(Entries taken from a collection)
--- START ---

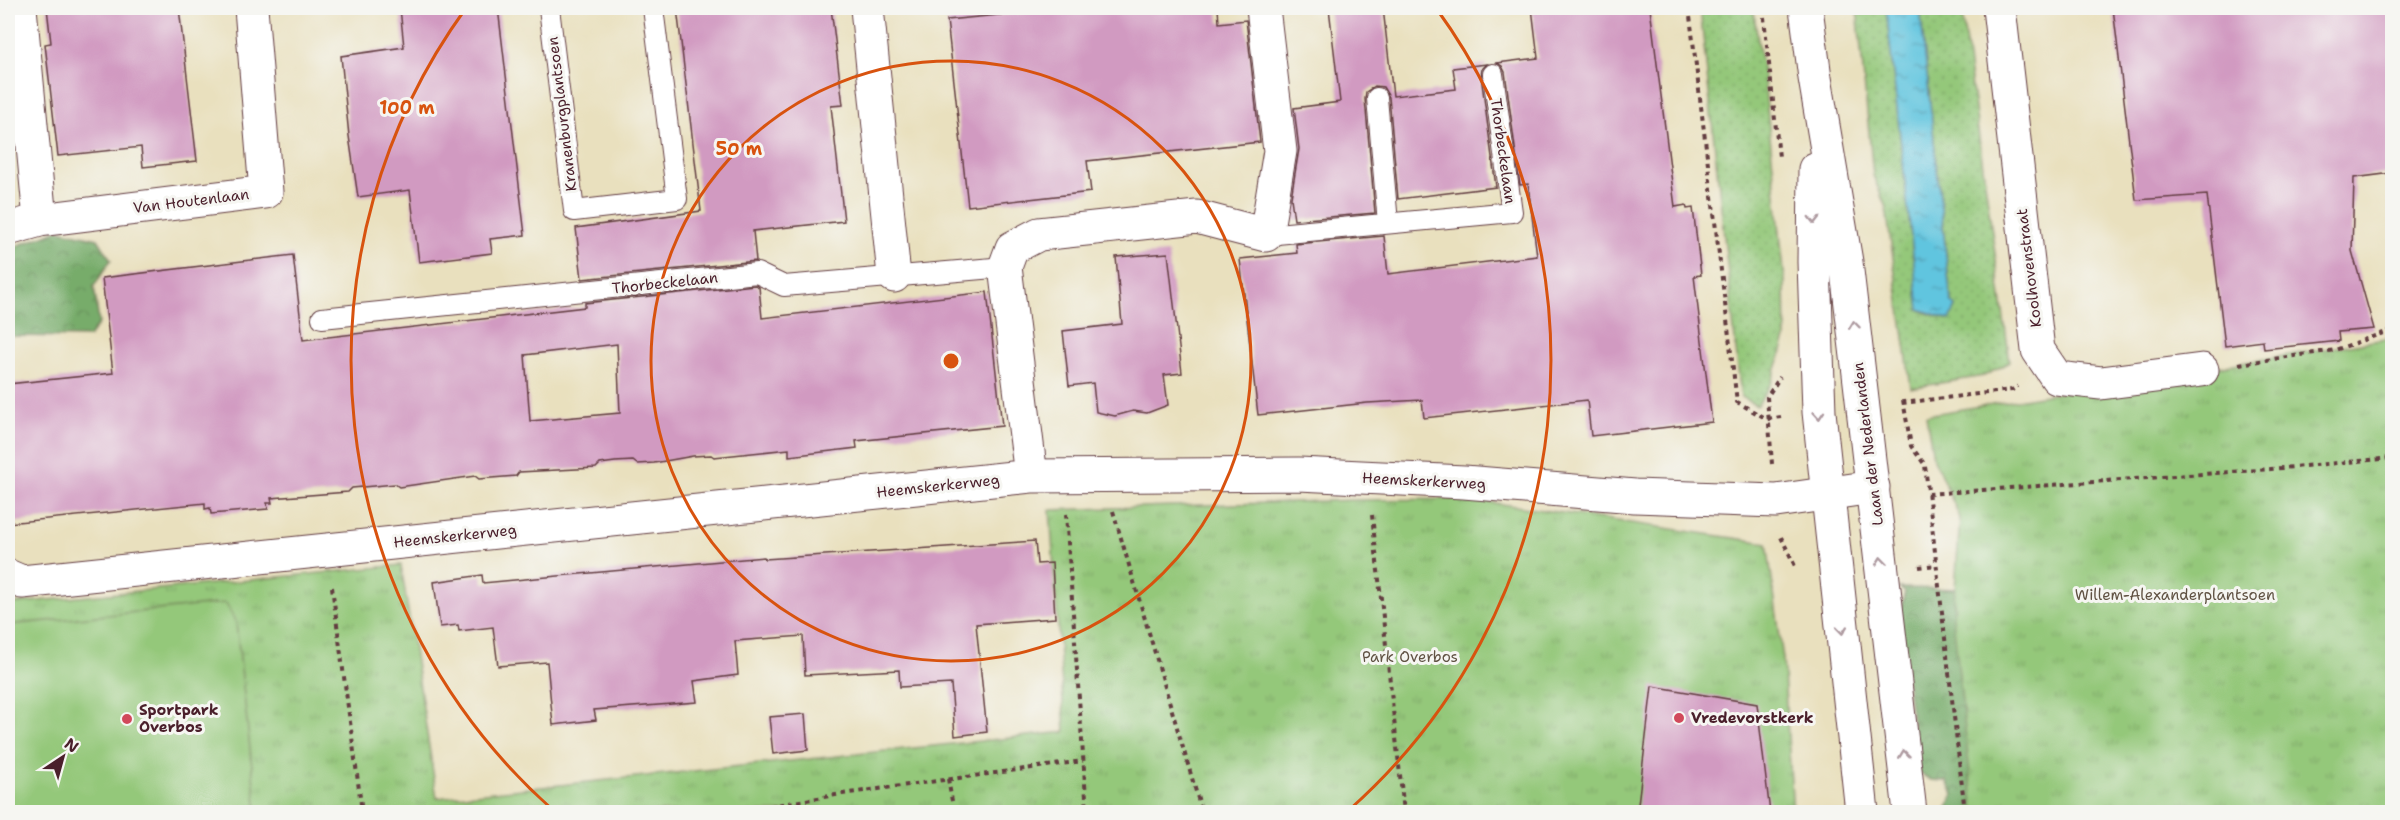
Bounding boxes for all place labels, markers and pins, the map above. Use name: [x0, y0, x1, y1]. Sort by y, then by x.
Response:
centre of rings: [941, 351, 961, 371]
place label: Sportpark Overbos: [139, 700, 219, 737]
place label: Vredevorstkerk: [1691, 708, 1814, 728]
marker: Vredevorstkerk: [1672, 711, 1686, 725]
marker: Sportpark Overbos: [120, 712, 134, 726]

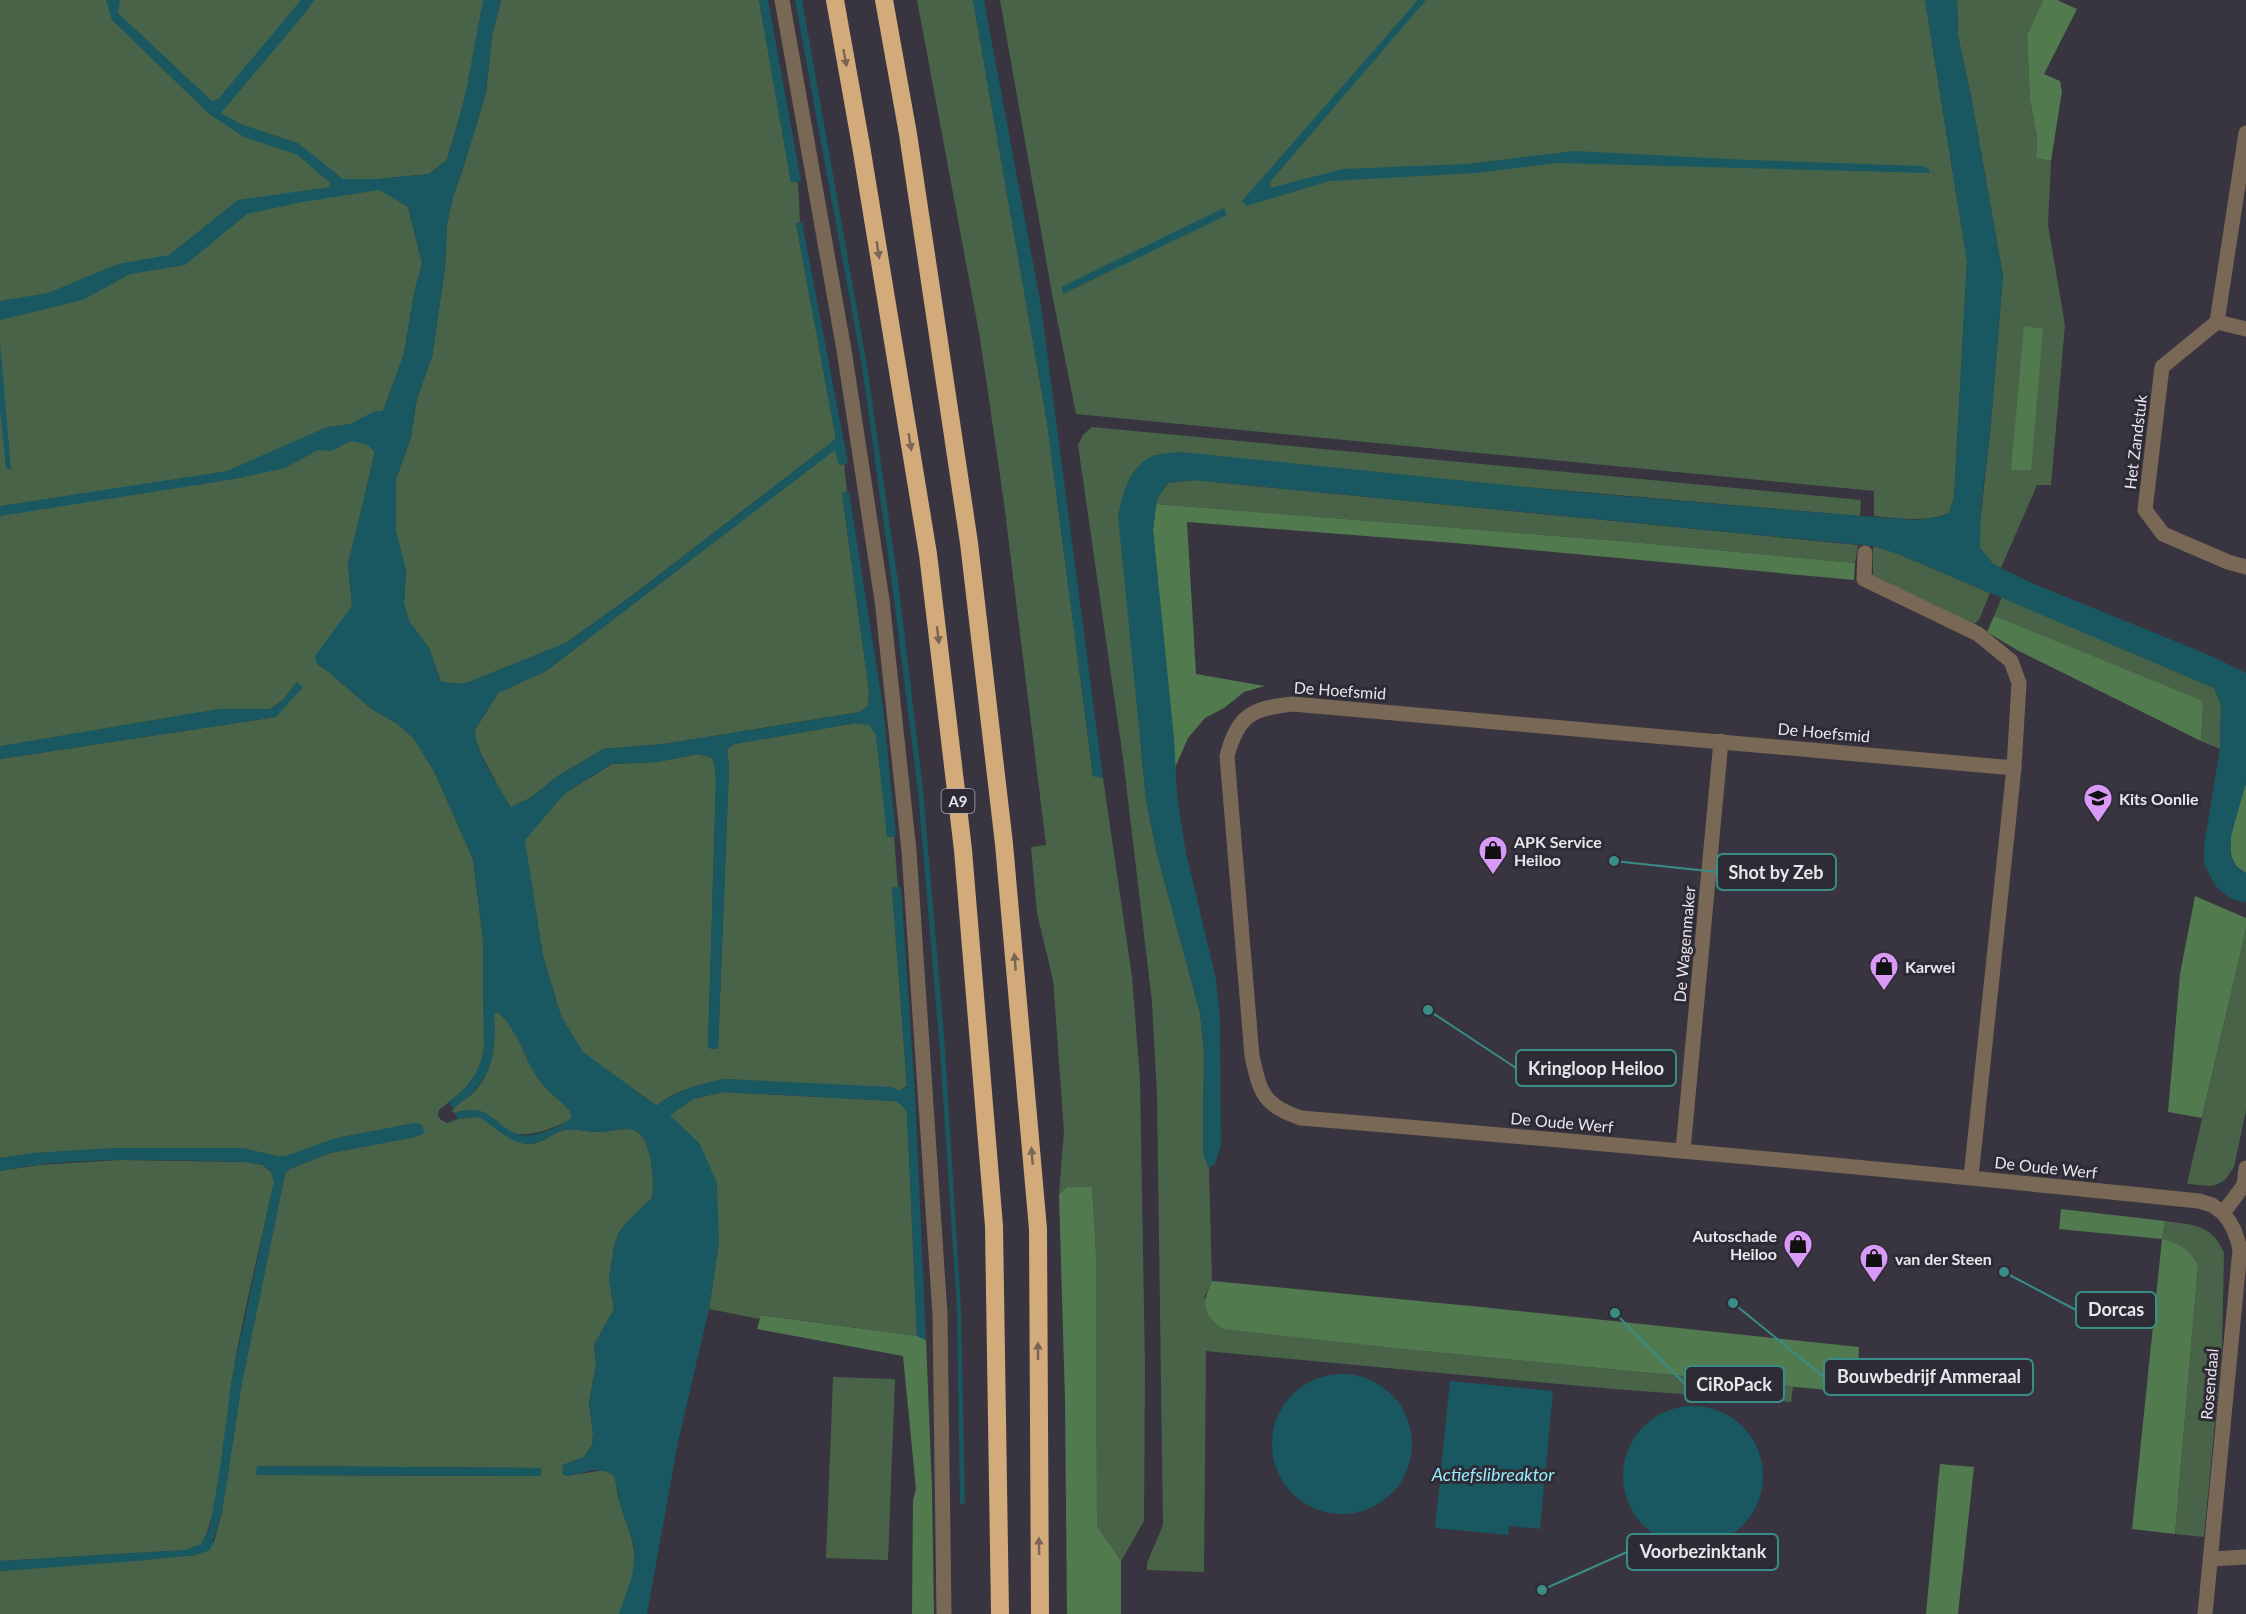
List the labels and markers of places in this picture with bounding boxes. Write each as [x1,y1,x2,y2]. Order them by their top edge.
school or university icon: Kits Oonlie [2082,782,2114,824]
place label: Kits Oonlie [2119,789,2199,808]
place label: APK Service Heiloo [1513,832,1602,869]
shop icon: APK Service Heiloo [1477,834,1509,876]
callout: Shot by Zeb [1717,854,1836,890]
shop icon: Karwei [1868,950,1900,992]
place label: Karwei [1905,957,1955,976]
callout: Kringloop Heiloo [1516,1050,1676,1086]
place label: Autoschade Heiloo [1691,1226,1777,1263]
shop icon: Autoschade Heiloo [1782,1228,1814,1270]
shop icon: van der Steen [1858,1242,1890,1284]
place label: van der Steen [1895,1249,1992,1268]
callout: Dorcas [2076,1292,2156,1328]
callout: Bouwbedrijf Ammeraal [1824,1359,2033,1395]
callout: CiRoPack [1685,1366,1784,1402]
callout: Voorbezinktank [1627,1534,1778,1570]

--- END ---

PROBLEM TO WORK ON:
Every line of the records must come back unchanged, except that pictures are dropped.

RESULT OF THIS EXERCISE:
Bounding boxes for all place labels, markers and pins, the map above. Use name: [x0, y0, x1, y1]. Sort by y, then by x.
Response:
centre of rings: [941, 351, 961, 371]
place label: Sportpark Overbos: [139, 700, 219, 737]
place label: Vredevorstkerk: [1691, 708, 1814, 728]
marker: Vredevorstkerk: [1672, 711, 1686, 725]
marker: Sportpark Overbos: [120, 712, 134, 726]

List the labels and markers of places in this picture with bounding boxes. Write each as [x1,y1,x2,y2]. Order them by their top edge.
school or university icon: Kits Oonlie [2082,782,2114,824]
place label: Kits Oonlie [2119,789,2199,808]
place label: APK Service Heiloo [1513,832,1602,869]
shop icon: APK Service Heiloo [1477,834,1509,876]
callout: Shot by Zeb [1717,854,1836,890]
shop icon: Karwei [1868,950,1900,992]
place label: Karwei [1905,957,1955,976]
callout: Kringloop Heiloo [1516,1050,1676,1086]
place label: Autoschade Heiloo [1691,1226,1777,1263]
shop icon: Autoschade Heiloo [1782,1228,1814,1270]
shop icon: van der Steen [1858,1242,1890,1284]
place label: van der Steen [1895,1249,1992,1268]
callout: Dorcas [2076,1292,2156,1328]
callout: Bouwbedrijf Ammeraal [1824,1359,2033,1395]
callout: CiRoPack [1685,1366,1784,1402]
callout: Voorbezinktank [1627,1534,1778,1570]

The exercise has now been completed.